▶ What is being asked: Return every line of the data below, exactly.

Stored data
Content starts

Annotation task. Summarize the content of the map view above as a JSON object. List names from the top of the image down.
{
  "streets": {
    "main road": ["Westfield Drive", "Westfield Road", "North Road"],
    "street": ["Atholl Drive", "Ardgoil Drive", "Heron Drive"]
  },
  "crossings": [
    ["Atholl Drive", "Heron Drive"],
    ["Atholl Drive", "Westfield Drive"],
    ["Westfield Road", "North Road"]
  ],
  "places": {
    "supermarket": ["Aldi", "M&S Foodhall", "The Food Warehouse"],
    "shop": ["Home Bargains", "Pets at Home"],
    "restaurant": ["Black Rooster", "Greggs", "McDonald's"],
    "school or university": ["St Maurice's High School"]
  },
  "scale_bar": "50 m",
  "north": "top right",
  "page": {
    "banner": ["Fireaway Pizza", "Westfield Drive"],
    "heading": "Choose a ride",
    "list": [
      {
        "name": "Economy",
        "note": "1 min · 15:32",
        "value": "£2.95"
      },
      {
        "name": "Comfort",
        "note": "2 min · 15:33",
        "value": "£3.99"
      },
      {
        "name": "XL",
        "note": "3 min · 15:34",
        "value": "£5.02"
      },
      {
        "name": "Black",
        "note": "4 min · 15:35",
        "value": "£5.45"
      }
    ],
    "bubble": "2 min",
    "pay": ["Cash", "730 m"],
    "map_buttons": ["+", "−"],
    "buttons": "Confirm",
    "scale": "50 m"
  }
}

Content ends

▶ Solution:
Annotation task. Summarize the content of the map view above as a JSON object. List names from the top of the image down.
{
  "streets": {
    "main road": ["Westfield Drive", "Westfield Road", "North Road"],
    "street": ["Atholl Drive", "Ardgoil Drive", "Heron Drive"]
  },
  "crossings": [
    ["Atholl Drive", "Heron Drive"],
    ["Atholl Drive", "Westfield Drive"],
    ["Westfield Road", "North Road"]
  ],
  "places": {
    "supermarket": ["Aldi", "M&S Foodhall", "The Food Warehouse"],
    "shop": ["Home Bargains", "Pets at Home"],
    "restaurant": ["Black Rooster", "Greggs", "McDonald's"],
    "school or university": ["St Maurice's High School"]
  },
  "scale_bar": "50 m",
  "north": "top right",
  "page": {
    "banner": ["Fireaway Pizza", "Westfield Drive"],
    "heading": "Choose a ride",
    "list": [
      {
        "name": "Economy",
        "note": "1 min · 15:32",
        "value": "£2.95"
      },
      {
        "name": "Comfort",
        "note": "2 min · 15:33",
        "value": "£3.99"
      },
      {
        "name": "XL",
        "note": "3 min · 15:34",
        "value": "£5.02"
      },
      {
        "name": "Black",
        "note": "4 min · 15:35",
        "value": "£5.45"
      }
    ],
    "bubble": "2 min",
    "pay": ["Cash", "730 m"],
    "map_buttons": ["+", "−"],
    "buttons": "Confirm",
    "scale": "50 m"
  }
}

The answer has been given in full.